Luckily an absolutely blissful stretch of dirt interceded and wound out into the Chihuahuan Desert for yet another perspective on New Mexico's ever changing landscape.
New Mexico has filled at least one hole in my geographic bucket of ignorance. At the beginning of the trip, I imagined New Mexico would have a few spill over aspens from Colorado and then quickly churn out mile after mile amongst these guys with Arizona like buttes and jaw dropping sunsets every night. I imagined rattlers, scorpions and deadly spiders waiting by the side of the trail to lunge at my scrawny neck and drag me down piece by piece into one of these holes... New Mexico has been a fantastic mix of Arizona, Colorado, Mexico and probably some Texas thrown in for good measure.
The final dirt bliss gave way to a Separ which sites on the side of I-10 and specializes in piles of Black Cat fireworks, Native American crafts and Gatorade. Sad to see the last bits of the Divide's dirt give way to a final hardpack run towards the border.
Time to roll that Rohloff dial up to 14 and jam it.
With a picture perfect New Mexican sky, the desert spread out in all directions. No need to look behind for cars out here - just you, the yellow line and a few hand flicks from Border Patrolers blasting by.
Oh Hachita, you are quite and interesting little spot indeed. I rolled into town and tracked down my boys W and T who were going to meet me at the border the following morning and schlep me back to Silver City. W can hack your life so fast he should be working for the government, can operate a loader with one hand tied behind his back, packs heat for the rattlers, and knows the inner soul of all of Hachita's 35 residents. T, the local historian, chimed in only as needed to affirm W's theories and prophecies. But, they both have hearts of gold and I knew I was in the hands of the best as a chain smoking conversation filled the next three hours of daylight with only a few nods from me to keep things rolling.
For years and years, local resident Sam used to shuttle CDT thru-hikers to the start of the southern terminus of the Divide and stash water out in the desert for them to hit as they came north. The new Sam, Jeff, in addition to coordinating shuttles in and out of Antelope Wells has also generously donated a reverse osmosis well to the town. It may not sound like much, but Jeff, W and T and some of the other local residents on the up-and-up provide a valuable service for the GDMBR riders and the CDT thru-hikers. While a bit weathered, Hatchita welcomed me in and let me stake out at the community center, and provided some of the best water since Canada.
Morning promised a cool, windless run to the border.
a BIBO (breath in breath out) spin down the center of the road with only a few of these marking the distant horizon on an otherwise
straight shot to Antelope Wells. I missed a lot of the mile makers slipping by as I gazed into the northern heart of the Chihuahuan Desert and reflected on the previous 2,745 miles covered since Banff.
Relax yourself. You've plenty of road to warm up on.

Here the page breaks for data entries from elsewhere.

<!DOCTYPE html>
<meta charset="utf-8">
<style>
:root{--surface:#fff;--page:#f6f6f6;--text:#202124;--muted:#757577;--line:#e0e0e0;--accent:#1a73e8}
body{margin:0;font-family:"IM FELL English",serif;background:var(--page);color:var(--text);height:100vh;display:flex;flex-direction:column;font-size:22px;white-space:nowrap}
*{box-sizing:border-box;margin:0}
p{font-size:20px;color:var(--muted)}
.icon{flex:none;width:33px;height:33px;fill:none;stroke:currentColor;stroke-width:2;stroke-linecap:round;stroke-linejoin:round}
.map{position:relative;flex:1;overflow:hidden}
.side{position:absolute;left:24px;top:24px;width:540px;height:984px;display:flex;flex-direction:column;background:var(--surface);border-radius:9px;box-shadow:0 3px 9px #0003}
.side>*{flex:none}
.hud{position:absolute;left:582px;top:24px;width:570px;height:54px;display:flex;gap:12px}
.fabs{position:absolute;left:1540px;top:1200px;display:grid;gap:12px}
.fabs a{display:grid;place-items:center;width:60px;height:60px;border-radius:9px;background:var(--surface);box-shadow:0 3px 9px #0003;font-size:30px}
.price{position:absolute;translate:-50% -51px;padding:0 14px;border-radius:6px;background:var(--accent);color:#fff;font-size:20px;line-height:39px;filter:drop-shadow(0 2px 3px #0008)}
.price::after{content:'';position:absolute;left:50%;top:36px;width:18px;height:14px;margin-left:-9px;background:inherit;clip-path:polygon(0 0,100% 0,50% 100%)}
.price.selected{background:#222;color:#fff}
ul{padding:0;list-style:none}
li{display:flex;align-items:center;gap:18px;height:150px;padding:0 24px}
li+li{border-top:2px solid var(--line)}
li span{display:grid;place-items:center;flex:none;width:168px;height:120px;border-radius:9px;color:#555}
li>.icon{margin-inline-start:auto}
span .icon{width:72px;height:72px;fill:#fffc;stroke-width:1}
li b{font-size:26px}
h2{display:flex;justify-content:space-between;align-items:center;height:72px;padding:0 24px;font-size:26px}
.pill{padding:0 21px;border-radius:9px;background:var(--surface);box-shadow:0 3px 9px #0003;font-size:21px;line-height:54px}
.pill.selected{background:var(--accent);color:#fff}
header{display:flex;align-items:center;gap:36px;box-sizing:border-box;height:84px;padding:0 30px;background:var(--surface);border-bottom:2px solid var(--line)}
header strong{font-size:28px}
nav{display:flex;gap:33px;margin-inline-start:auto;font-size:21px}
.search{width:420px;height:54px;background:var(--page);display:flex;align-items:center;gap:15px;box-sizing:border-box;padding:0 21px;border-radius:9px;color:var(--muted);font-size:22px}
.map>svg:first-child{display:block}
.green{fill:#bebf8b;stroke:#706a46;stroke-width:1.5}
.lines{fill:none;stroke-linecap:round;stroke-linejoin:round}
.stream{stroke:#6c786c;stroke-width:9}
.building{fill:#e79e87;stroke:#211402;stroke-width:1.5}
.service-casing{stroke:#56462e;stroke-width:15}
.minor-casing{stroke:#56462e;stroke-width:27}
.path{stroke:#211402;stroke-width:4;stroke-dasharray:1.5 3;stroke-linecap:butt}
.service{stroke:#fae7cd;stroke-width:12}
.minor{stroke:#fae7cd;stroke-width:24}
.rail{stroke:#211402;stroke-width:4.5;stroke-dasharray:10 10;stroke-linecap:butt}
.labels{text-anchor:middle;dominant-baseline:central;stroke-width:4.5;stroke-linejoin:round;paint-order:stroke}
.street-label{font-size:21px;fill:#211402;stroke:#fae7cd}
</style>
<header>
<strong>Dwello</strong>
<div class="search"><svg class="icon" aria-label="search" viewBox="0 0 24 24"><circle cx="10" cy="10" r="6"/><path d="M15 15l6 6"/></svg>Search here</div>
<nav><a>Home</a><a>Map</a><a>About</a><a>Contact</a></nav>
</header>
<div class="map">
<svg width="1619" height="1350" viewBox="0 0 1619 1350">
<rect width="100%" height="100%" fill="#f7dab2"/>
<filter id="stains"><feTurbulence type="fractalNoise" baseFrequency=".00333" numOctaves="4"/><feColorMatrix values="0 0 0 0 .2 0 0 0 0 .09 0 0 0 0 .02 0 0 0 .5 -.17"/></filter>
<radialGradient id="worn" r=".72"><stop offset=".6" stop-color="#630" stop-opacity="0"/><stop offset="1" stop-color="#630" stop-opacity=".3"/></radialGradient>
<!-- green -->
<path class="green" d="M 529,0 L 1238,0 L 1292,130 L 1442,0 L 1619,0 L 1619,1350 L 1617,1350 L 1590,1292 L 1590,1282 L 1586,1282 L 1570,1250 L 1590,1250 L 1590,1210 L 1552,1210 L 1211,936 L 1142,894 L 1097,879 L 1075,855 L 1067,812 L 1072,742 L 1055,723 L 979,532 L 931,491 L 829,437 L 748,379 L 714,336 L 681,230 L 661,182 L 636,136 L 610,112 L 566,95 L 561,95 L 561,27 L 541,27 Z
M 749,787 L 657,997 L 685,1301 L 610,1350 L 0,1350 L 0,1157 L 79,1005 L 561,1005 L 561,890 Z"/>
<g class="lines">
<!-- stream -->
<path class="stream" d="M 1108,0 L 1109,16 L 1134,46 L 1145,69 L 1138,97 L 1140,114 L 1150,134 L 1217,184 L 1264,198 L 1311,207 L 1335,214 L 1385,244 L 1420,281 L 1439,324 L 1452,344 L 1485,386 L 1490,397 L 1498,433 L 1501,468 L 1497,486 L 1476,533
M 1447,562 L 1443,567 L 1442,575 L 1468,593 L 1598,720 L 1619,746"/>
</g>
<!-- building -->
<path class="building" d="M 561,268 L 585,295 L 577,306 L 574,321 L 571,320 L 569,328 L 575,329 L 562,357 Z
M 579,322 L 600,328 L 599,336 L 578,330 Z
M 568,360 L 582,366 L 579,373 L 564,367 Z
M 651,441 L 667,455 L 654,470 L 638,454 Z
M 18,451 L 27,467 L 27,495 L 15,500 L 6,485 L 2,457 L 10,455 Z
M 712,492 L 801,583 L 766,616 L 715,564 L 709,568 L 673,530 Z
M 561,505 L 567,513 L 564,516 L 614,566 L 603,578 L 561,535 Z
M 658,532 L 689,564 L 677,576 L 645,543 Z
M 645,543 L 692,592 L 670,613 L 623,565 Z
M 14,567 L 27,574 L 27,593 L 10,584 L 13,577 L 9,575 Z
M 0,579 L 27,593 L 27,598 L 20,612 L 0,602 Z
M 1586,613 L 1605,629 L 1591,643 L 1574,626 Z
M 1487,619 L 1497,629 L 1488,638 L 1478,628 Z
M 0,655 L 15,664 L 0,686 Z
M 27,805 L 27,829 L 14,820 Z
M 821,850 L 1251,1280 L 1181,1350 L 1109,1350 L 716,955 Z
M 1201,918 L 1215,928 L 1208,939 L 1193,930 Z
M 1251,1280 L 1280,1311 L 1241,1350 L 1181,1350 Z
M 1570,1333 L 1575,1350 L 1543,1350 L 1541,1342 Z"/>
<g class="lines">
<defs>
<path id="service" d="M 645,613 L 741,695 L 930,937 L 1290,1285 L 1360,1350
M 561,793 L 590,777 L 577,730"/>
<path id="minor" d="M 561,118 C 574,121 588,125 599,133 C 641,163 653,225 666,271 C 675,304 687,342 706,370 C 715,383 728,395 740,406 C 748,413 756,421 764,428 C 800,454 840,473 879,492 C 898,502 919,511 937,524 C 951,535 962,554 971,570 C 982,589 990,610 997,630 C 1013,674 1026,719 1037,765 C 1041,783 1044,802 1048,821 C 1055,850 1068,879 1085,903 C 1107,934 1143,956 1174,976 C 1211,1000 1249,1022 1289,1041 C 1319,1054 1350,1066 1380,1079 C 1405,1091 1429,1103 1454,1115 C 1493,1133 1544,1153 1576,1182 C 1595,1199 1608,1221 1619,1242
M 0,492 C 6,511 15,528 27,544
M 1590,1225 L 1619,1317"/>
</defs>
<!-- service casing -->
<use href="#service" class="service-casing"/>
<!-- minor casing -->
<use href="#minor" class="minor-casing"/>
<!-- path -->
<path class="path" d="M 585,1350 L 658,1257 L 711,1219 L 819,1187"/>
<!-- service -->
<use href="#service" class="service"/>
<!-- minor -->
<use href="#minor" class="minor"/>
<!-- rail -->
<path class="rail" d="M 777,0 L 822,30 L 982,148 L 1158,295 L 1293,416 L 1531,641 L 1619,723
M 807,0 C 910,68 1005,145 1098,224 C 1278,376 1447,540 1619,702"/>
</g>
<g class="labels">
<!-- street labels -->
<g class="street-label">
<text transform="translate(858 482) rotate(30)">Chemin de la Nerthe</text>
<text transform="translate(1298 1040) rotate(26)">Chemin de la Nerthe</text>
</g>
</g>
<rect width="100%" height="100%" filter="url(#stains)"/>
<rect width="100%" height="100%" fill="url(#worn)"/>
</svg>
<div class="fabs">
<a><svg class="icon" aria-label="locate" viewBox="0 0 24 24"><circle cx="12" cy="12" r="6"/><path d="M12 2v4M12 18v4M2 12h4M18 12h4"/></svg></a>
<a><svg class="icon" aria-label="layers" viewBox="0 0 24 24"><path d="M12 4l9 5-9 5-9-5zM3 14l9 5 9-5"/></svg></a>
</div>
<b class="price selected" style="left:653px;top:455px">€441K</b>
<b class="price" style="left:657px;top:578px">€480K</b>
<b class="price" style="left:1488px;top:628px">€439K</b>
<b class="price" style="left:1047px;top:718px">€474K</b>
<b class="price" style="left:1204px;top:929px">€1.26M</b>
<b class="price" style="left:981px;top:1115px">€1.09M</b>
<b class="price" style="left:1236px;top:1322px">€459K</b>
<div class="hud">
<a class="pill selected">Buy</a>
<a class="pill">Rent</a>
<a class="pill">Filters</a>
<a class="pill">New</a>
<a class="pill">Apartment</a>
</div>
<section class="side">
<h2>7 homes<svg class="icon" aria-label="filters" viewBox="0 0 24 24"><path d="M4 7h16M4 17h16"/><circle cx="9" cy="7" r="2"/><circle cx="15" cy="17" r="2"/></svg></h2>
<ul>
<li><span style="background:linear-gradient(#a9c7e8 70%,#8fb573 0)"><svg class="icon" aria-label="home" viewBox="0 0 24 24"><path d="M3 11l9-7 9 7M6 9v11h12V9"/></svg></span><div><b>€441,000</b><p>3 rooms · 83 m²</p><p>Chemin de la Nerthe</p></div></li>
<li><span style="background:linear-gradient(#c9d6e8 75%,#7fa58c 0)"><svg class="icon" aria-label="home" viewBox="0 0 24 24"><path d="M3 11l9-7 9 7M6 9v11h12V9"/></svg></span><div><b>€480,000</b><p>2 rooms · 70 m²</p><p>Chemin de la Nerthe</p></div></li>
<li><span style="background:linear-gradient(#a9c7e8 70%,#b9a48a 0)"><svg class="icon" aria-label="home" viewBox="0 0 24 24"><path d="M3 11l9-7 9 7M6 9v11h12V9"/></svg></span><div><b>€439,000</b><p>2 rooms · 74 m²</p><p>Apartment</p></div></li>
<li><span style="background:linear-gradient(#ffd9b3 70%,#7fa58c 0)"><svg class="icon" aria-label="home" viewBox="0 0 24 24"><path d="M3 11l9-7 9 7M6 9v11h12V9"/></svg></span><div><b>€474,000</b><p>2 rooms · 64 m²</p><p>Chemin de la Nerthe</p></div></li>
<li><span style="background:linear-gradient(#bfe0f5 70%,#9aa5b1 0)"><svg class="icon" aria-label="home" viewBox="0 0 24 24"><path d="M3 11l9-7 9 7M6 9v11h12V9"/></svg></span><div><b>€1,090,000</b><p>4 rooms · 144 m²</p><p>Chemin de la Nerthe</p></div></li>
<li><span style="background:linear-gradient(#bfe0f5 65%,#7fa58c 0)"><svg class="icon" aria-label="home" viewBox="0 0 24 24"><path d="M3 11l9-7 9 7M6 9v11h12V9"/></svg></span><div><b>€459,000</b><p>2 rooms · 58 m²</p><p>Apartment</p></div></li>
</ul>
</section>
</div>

Rolling to a stop at the Antelope Wells Border Station brought up a lot of mixed emotions - extreme gratitude for health, family and friends top the list. Back in June, there were a lot of "WTF did I just do to my life" moments as I put the final tape on the bike box. Making the leap to do the first leg of an unfolding and fluid journey has been one of the best things I've done to date with my life.
Positive words that I will hold close to the chest as the next chapter begins to take shape and unfold.